Cronaca

Campi Flegrei, due nuove scosse e cosa dicono gli esperti sul rischio eruzione

Due nuove scosse di terremoto nella zona dei Campi Flegrei sono state avvertite distintamente a Pozzuoli, Bacoli e nella parte ovest di Napoli. I due sismi, in sequenza, si sono verificati alle 11. La scossa più forte ha avuto una magnitudo 3, l’altra invece è stata di magnitudo 2.5. I due terremoti – stando ai dati dell’Ingv – hanno avuto luogo a una profondità di un chilometro.
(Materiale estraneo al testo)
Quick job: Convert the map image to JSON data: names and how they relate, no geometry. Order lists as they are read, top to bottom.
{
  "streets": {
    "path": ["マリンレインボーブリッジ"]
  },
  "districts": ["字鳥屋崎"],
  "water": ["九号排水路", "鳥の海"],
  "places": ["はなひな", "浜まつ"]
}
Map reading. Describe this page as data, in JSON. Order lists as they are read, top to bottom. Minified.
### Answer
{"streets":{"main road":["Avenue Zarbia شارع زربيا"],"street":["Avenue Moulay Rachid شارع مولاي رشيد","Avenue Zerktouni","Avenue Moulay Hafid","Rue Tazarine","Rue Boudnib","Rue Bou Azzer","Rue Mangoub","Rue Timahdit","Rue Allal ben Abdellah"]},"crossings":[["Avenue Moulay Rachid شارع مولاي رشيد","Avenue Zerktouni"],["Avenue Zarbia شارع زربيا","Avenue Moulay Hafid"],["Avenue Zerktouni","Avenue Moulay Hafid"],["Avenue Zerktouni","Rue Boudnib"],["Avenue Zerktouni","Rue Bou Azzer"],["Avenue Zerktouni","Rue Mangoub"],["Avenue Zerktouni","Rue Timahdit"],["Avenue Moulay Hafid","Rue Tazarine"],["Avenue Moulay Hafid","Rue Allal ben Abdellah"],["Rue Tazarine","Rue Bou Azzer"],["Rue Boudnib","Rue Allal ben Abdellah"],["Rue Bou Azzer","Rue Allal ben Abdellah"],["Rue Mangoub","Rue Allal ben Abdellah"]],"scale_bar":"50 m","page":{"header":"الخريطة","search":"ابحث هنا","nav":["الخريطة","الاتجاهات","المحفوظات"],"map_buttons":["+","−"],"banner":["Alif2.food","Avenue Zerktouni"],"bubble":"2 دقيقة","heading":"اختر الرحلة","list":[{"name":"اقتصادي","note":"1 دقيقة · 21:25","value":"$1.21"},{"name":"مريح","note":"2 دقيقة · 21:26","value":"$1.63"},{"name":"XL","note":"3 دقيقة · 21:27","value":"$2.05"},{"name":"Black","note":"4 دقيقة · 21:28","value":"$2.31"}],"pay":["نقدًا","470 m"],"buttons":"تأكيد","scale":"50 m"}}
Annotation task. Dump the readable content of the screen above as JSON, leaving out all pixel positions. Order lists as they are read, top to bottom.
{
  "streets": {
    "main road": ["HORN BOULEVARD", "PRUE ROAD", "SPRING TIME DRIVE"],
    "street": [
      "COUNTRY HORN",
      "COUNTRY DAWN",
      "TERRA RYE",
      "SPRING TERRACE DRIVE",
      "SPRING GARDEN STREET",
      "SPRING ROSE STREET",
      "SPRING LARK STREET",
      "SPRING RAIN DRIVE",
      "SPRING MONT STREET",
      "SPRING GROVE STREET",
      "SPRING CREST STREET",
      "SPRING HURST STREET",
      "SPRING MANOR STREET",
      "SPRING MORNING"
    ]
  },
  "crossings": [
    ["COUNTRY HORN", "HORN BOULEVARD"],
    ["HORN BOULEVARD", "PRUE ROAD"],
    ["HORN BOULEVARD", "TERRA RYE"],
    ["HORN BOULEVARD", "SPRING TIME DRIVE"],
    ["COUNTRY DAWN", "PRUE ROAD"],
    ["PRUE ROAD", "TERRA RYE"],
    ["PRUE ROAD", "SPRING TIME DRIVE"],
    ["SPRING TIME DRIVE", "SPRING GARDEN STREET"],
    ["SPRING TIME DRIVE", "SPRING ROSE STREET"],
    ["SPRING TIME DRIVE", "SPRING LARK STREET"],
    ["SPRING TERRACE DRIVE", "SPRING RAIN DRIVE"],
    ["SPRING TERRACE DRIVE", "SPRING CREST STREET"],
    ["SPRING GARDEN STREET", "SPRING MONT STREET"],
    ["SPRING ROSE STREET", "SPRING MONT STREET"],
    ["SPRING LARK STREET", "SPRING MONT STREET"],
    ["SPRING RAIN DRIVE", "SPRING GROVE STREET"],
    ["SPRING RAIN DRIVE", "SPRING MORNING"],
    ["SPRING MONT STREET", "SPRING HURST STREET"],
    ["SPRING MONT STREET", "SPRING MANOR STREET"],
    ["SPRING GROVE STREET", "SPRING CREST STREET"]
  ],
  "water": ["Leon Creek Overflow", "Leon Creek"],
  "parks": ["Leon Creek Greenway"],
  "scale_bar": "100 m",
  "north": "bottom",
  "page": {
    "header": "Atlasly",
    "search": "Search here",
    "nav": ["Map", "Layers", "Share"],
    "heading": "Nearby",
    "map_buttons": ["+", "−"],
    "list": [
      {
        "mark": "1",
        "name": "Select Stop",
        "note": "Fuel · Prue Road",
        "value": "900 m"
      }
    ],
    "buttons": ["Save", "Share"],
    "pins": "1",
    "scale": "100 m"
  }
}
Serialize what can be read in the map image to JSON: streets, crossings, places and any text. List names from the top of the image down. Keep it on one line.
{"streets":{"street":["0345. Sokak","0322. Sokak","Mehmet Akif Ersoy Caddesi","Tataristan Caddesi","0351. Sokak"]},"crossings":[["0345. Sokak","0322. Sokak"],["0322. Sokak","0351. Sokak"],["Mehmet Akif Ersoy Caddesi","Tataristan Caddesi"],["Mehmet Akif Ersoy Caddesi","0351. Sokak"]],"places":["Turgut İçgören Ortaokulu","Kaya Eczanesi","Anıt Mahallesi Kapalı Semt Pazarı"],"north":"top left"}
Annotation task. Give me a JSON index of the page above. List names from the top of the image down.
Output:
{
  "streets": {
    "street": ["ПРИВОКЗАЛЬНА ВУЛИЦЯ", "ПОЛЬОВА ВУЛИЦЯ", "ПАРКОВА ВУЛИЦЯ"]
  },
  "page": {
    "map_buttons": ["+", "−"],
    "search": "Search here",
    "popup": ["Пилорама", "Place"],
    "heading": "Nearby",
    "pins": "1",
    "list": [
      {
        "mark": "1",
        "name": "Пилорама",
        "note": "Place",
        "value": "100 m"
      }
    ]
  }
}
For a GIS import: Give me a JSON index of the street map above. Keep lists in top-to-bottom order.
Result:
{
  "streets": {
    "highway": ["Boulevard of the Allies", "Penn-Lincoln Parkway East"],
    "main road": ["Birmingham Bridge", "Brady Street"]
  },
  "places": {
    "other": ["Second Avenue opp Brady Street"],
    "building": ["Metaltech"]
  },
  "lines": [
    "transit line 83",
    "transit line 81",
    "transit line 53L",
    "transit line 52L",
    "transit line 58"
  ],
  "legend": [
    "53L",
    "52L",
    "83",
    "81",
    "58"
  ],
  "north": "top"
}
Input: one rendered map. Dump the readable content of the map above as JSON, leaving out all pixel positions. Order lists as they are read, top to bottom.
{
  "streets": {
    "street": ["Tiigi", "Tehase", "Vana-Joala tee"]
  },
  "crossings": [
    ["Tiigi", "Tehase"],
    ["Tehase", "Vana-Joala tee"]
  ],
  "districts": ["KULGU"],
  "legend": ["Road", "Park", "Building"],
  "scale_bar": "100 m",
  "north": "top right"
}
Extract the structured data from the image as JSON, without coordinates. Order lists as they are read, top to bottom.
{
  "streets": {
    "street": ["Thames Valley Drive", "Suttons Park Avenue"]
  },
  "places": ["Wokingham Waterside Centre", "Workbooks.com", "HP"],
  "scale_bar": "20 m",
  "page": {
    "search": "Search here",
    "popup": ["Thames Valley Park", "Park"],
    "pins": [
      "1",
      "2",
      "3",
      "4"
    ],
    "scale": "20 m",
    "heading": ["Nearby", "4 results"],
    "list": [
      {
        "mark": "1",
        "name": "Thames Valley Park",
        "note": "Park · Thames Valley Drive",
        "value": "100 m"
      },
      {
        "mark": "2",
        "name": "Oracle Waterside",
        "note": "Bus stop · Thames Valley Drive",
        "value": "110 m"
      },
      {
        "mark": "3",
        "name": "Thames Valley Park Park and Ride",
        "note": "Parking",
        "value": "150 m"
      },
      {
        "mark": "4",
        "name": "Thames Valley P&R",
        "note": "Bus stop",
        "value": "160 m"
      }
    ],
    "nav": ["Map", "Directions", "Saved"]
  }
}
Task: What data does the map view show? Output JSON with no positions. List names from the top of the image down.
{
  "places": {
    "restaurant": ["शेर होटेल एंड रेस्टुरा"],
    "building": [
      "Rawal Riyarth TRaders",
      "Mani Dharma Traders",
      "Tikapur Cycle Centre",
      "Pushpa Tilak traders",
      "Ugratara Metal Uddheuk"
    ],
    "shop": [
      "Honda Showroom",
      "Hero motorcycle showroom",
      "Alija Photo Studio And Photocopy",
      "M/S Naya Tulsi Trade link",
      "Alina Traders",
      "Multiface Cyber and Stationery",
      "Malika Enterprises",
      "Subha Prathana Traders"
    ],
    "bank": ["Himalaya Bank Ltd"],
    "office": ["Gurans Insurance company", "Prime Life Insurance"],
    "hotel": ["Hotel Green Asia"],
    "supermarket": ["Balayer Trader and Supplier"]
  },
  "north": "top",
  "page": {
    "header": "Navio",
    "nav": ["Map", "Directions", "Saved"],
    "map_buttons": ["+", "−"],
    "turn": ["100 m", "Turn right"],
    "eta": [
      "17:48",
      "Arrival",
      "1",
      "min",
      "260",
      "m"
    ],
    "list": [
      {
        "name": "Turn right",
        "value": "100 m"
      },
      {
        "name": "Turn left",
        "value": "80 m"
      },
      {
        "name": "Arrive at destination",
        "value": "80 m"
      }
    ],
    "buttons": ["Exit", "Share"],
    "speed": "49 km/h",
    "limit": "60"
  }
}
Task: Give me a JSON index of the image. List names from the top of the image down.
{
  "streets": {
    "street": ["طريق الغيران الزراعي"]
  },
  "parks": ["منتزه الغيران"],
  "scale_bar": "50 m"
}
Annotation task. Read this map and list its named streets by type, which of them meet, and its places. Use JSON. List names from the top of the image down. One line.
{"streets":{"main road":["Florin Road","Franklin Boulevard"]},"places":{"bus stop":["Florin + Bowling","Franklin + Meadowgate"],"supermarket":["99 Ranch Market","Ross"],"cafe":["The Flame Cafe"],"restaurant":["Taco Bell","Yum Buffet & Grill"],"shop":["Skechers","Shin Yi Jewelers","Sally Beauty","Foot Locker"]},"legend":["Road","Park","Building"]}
La Protezione civile comunica che dalle prime verifiche al momento non sono stati segnalati danni.

La zona dei Campi Flegrei è interessata da diverse settimane da uno sciame sismico che ha allarmato la popolazione. A causare il sollevamento del suolo e la conseguente sismicità è la forte risalita di gas e un aumento della pressione nelle acque che si trovano in profondità, nel sottosuolo, mentre non vi sono evidenze di rialita di magma verso la superficie: “La probabilità di una eruzione vulcanica è relativamente bassa”, ha spiegato l’Ingv nei suoi aggiornamenti firmati da Mauro Di Vito, Francesca Bianco e Carlo Doglioni.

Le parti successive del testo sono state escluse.